Un passeur de vie leur apparaît. C’est un être décharné à la longue cape de pèlerin. Il tient le bourdon et le coquillage. Il a le regard calme et tranquille de ceux qui marchent sur le chemin des étoiles :

-         Vous qui venez dans cette contrée bénie par Dieu, quelle est votre souffrance ?

Patrick exhiba alors ses noisettes déposées par l’écureuil dans son par-dessus.

-         On m’a déposé ces fruits dans ma poche.

-         Très bien, humain, mort qui s’ignore, la question est : Mon premier s’en va et mon deuxième n’est pas dessous.

Patrick n’eut pas une seconde d’hésitation :

-         Par-dessus.

-         Bien. Cela devient intéressant : Mon premier est un d sans d. Mon deuxième est une habitation, mon troisième les cyclopes n’en ont qu’un.

-         Ecureuil.

-         Ainsi, humain, tu as su aimer au-delà de la mort. Ta femme t’attend. Nous lui avons délivré le message de ta venue alors qu’elle faisait sa recette du boudin à la purée de poire. Va.

Une brume entoura aussitôt Simon et Patrick. Celle-ci se transforma en un brouillard aussi dense qu’une tempête de neige. Ils avançaient presque à tâtons, lorsque Patrick se saisit du bras de Simon pour lui désigner une forme noire qui se détachait dans l’immaculée blancheur. Ils se dirigèrent vers l’ombre. C’était l’entrée d’un tunnel.

-         Regarde c’est du papier.

-         Et décoré par des enfants. On dirait des dessins de fantômes.

Alors, à leur plus grande stupeur ils débouchèrent dans un Mac Donald dont l’entrée avait été décorée pour Halloween. Devant eux, des dizaines de personnes faisaient la queue pour un sandwich frites, ou un coca. 

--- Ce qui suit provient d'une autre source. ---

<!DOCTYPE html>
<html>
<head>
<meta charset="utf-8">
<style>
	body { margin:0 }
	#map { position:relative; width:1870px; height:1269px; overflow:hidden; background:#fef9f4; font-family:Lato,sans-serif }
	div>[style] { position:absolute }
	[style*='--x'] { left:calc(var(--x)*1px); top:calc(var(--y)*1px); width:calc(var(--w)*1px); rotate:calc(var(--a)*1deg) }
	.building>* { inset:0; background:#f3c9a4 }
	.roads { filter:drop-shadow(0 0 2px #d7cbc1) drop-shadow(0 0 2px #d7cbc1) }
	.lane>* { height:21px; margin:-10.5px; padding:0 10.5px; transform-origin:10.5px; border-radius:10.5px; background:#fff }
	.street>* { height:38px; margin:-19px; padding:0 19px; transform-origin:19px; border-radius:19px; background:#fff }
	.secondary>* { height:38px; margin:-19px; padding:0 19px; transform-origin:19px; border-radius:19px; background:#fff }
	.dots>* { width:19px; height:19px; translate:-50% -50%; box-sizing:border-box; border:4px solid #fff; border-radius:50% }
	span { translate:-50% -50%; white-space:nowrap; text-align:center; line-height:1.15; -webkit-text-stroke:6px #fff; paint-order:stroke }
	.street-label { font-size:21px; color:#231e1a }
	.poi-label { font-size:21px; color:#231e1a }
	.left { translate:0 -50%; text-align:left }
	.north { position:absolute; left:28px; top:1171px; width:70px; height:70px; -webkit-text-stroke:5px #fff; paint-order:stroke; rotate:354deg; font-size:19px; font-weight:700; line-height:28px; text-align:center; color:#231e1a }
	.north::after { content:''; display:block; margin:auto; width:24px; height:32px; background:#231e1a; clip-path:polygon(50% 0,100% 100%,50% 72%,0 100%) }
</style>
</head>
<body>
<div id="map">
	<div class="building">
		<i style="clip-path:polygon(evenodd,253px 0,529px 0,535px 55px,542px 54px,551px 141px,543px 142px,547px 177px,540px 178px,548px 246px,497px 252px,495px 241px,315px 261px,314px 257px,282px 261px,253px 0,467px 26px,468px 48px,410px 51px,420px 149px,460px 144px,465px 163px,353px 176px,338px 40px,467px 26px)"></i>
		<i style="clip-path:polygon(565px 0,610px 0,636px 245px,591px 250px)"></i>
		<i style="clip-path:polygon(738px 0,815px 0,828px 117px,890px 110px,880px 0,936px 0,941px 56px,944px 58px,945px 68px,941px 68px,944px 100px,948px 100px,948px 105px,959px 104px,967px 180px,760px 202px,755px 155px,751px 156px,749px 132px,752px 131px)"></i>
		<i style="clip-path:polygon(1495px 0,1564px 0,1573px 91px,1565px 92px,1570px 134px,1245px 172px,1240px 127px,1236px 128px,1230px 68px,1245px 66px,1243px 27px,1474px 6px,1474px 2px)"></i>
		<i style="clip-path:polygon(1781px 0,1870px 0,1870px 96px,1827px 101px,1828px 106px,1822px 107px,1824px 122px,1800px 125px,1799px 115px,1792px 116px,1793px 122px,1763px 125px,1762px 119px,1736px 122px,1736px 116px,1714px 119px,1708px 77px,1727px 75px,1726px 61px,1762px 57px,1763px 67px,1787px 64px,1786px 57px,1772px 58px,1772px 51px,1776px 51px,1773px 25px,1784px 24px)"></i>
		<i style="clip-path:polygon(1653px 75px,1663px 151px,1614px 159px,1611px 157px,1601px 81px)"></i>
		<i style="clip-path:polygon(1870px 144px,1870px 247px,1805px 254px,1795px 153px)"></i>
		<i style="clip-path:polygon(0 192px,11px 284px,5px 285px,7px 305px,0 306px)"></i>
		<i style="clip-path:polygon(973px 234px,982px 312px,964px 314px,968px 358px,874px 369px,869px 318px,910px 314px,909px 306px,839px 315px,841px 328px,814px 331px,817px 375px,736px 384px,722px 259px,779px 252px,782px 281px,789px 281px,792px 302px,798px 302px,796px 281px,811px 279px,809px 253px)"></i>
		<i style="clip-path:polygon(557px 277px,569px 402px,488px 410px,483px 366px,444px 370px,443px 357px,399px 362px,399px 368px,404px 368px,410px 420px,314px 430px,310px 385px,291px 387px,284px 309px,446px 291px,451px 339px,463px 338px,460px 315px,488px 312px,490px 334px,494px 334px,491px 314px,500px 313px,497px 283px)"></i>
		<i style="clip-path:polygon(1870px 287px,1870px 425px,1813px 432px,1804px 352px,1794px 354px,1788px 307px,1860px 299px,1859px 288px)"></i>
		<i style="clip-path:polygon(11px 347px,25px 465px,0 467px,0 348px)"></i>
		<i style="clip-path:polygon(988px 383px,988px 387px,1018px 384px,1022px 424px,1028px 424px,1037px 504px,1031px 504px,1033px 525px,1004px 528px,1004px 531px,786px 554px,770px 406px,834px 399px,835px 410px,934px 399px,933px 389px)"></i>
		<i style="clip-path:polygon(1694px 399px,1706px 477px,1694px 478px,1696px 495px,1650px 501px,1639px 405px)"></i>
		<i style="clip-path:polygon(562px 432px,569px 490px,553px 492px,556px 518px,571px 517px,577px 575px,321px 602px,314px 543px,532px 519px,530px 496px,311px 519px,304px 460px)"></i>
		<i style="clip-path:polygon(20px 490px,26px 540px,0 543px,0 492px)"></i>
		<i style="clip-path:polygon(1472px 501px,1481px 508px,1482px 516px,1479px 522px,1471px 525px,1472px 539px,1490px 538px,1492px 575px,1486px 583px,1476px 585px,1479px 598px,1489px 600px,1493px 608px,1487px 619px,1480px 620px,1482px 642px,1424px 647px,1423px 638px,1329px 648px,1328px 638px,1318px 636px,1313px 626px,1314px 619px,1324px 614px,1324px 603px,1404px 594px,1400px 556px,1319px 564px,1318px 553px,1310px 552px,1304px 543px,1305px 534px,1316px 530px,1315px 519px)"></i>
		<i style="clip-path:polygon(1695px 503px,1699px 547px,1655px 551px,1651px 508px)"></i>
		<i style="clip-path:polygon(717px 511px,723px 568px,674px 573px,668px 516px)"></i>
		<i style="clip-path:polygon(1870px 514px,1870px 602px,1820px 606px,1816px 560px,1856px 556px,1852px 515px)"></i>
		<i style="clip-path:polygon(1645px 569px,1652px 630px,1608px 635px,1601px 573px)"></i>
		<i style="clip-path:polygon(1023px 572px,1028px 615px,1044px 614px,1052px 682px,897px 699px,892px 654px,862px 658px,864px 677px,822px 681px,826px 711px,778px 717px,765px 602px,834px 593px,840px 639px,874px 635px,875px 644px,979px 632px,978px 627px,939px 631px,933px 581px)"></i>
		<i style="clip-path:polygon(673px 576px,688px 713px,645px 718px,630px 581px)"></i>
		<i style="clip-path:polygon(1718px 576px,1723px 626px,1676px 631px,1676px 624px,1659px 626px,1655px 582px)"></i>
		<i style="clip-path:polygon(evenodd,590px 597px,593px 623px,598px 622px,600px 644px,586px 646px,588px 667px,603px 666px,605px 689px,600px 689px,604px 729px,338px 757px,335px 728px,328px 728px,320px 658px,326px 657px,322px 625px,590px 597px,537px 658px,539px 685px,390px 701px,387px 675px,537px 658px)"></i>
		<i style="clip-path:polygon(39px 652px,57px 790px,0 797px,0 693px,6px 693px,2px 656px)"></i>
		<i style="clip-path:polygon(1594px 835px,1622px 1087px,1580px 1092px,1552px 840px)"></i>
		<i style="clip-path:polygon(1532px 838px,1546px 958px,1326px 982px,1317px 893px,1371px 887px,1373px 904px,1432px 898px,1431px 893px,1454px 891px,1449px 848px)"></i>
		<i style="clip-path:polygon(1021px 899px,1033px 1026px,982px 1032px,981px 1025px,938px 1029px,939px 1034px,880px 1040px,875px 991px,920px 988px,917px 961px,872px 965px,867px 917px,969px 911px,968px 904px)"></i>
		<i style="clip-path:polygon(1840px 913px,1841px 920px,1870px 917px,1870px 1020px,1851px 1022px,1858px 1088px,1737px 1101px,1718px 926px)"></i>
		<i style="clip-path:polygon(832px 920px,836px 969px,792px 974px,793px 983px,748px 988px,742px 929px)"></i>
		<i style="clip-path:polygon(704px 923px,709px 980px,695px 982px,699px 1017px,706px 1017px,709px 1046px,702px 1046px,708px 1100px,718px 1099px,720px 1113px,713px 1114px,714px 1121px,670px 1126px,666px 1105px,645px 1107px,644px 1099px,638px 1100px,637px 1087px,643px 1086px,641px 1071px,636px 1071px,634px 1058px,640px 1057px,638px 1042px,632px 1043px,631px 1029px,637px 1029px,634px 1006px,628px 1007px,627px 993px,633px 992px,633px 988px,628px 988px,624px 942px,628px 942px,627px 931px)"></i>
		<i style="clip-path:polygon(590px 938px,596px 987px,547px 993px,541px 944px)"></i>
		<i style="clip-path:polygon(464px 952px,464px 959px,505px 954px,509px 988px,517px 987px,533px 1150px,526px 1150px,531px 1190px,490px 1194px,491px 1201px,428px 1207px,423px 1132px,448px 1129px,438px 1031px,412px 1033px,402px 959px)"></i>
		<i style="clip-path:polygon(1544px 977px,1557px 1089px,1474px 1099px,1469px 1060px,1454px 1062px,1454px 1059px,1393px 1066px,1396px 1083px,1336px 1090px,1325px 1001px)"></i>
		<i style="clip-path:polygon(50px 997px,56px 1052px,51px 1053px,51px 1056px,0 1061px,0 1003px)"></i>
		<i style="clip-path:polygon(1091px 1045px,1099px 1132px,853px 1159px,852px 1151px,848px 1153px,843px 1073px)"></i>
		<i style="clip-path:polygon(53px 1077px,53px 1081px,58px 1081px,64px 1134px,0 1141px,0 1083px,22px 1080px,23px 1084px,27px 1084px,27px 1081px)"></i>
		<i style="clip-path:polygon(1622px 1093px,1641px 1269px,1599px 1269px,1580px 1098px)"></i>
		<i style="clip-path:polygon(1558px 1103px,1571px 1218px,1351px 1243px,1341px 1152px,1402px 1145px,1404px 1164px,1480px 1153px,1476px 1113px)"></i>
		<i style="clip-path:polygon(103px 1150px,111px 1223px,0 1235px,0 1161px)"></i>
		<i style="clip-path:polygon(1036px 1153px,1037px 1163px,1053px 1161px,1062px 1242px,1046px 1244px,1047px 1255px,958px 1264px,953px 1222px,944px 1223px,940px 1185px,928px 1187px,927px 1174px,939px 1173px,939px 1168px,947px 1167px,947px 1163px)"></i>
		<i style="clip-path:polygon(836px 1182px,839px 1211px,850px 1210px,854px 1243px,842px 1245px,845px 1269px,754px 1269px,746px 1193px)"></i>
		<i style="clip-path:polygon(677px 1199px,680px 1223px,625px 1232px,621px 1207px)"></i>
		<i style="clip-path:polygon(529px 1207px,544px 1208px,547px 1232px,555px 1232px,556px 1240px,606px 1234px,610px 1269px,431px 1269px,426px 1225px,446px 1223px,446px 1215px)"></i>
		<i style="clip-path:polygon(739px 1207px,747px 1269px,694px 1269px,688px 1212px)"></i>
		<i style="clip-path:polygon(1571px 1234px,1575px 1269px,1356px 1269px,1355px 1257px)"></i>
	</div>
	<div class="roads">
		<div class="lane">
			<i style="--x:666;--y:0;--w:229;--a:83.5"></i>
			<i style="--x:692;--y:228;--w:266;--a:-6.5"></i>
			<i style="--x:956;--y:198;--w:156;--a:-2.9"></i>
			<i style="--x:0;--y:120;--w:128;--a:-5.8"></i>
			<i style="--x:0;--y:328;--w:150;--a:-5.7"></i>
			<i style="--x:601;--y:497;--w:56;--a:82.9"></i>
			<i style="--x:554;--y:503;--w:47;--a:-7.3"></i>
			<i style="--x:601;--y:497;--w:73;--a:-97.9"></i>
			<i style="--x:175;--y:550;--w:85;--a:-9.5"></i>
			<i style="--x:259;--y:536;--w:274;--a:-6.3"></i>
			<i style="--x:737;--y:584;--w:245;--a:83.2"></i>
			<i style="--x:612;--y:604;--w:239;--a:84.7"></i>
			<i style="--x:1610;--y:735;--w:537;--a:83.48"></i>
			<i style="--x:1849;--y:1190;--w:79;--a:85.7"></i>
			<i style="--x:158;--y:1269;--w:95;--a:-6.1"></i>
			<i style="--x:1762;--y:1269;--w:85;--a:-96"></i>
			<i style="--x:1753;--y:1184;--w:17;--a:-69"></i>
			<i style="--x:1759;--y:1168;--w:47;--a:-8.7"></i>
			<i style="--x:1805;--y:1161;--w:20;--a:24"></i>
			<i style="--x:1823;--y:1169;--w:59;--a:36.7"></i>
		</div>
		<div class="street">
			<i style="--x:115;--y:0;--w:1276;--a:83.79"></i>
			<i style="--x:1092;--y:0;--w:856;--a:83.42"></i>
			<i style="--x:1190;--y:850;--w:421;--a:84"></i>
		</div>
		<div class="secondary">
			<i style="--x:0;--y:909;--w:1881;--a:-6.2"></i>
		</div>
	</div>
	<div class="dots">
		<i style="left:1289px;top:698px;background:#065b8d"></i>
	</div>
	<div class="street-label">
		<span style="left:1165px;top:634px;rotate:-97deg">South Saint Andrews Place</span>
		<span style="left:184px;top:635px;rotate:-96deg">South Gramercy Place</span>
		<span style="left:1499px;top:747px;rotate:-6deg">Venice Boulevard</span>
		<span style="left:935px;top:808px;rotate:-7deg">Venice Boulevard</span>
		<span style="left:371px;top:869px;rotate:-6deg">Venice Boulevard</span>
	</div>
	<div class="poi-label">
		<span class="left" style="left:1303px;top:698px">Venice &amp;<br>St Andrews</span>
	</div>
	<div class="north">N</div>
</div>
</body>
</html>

-         Où sommes-nous ?

-         A Martigny, répondit un suisse flegmatique passant à côté d’eux.

Martigny. Les deux voyageurs de l’au-delà se regardèrent. Ils étaient dans le monde des vivants.

-         Simon, je crois que nous sommes revenus.

A ce moment, un autre client du restaurant, traversa le corps de Simon, sans s’en apercevoir.

-         Tu es revenu Patrick. Moi, je ne suis qu’un ectoplasme dans ce monde. Ma mort est définitive.

Du coup Patrick se défendit de répondre à son compagnon. Les usagers commençaient à le regarder bizarrement. Ils se demandaient qui pouvait être ce grand type qui parlait tout seul.

-         Oui, tu as raison Patrick. Il vaut mieux me laisser faire les questions et les réponses avant que l’on te prenne pour un dingue et que l’on t’interne.

Martigny n’était pas très éloigné de Saint Pierre de Clages. Mais pour les deux voyageurs de l’au-delà, il s’agissait de localiser où habitait Sandra. Qu’était-elle devenue depuis la mort de Patrick ? Il s’agissait de déterminer qu’elle était leur mission. Les deux amis étaient sûrs qu’une réponse leur serait apportée au moment où il rentrerait en contact avec elle.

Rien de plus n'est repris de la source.